It would be up to lawmakers to choose C, D, E, X, Y, and Z. It would be a matter of regulation to specify how to achieve the limits on risk in (i)–(iii) and the measure of "little" and the calculation of the probability in (iv). Regulation could list one or more methods that are deemed by the Secretary of State to be acceptable, and principles and procedures for evaluating and gaining approval for other methods.
California AB 2023 (Saldana) calls for a pilot of risk-limiting audits in 2011. It is the first bill to get risk-limiting language right: It requires the audit to have a large chance of resulting in a full hand count if the electoral outcome is wrong, in which case, the hand count determines the official outcome.

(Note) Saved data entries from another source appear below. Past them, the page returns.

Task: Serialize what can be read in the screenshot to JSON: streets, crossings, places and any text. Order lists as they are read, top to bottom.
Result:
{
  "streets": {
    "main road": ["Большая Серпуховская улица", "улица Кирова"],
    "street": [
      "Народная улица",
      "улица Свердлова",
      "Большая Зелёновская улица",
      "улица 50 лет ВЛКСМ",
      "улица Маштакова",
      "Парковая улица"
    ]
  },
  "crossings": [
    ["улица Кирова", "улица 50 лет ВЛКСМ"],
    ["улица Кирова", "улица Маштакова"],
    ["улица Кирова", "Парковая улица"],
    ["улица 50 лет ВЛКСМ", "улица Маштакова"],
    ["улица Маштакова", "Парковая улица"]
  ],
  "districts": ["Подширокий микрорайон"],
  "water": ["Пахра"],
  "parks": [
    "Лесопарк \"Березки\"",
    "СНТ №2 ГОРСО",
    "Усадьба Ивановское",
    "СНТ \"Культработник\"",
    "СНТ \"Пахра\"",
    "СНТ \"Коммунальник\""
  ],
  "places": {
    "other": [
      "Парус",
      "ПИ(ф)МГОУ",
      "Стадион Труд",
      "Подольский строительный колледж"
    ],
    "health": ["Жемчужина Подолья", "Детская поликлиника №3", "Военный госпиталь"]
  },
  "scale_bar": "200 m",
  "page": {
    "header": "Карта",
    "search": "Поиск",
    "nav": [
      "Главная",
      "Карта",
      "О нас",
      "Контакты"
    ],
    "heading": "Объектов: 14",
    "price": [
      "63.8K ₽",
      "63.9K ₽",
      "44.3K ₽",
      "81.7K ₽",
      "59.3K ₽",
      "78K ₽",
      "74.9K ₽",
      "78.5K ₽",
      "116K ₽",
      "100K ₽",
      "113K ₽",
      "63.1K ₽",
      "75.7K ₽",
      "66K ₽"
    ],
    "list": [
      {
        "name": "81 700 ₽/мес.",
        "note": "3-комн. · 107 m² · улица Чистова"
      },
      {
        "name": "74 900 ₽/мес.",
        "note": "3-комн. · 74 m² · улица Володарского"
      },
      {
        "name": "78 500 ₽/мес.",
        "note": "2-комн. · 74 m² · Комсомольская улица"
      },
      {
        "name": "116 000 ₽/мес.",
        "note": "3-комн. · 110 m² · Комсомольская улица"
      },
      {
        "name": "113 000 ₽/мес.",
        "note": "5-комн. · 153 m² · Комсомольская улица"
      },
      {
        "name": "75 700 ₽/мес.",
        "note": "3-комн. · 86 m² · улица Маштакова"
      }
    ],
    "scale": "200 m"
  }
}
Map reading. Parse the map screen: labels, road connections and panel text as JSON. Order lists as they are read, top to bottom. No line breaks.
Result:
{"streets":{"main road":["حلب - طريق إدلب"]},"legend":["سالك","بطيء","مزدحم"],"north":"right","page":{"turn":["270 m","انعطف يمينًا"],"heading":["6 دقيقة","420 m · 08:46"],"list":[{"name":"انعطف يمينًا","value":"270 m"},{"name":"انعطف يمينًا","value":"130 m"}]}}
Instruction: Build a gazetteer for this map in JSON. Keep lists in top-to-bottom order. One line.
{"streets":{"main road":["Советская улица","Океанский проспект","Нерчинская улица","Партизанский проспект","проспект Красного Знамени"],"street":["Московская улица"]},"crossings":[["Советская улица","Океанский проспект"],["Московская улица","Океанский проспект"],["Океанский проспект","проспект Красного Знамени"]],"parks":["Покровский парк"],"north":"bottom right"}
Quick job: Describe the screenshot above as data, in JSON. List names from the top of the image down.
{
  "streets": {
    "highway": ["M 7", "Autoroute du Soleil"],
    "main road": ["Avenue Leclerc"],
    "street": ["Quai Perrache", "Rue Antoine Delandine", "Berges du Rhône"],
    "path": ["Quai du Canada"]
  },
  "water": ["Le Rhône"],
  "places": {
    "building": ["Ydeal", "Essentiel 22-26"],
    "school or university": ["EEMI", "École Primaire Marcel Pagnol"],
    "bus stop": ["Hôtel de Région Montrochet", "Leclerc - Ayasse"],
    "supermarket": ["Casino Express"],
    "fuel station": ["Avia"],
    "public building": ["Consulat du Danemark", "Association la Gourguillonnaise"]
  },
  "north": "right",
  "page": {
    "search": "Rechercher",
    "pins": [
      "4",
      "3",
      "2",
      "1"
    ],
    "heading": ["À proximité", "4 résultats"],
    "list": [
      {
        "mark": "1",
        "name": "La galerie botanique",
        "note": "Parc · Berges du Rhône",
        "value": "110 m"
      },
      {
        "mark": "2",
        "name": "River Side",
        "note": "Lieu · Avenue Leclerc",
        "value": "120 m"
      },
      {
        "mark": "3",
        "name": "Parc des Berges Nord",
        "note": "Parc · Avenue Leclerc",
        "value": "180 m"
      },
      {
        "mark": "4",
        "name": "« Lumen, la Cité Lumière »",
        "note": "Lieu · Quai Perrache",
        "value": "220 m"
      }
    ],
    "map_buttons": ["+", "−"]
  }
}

As of this writing, there are methods to limit risk for every sampling scheme that I have seen proposed for post-election audits: simple random samples, stratified simple random samples, sampling with probability proportional to a bound on the error in each batch (PPEB), and sampling with probability related to the negative exponential of a bound on the error in each batch (NEGEXP). Moreover, there are techniques to incorporate "targeted," deterministic sampling into the risk calculations. See the citations below.
It should be noted that ensuring a high probability of correcting a wrong outcome is not the only sensible thing to do. For instance, ensuring that at most S% of certified outcomes are incorrect seems quite reasonable, and could well require less counting. However, there is as yet no method to accomplish the latter, which is tied to the idea of the False Discovery Rate.
Legislation should require disclosure of all algorithms and the source code for all software used in an audit—even commercial, off-the-shelf (COTS) software—so that the public can verify that the calculations were correct. The fact that software is commercial is no guarantee that it does what it's supposed to do: See the references below on known bugs in Excel.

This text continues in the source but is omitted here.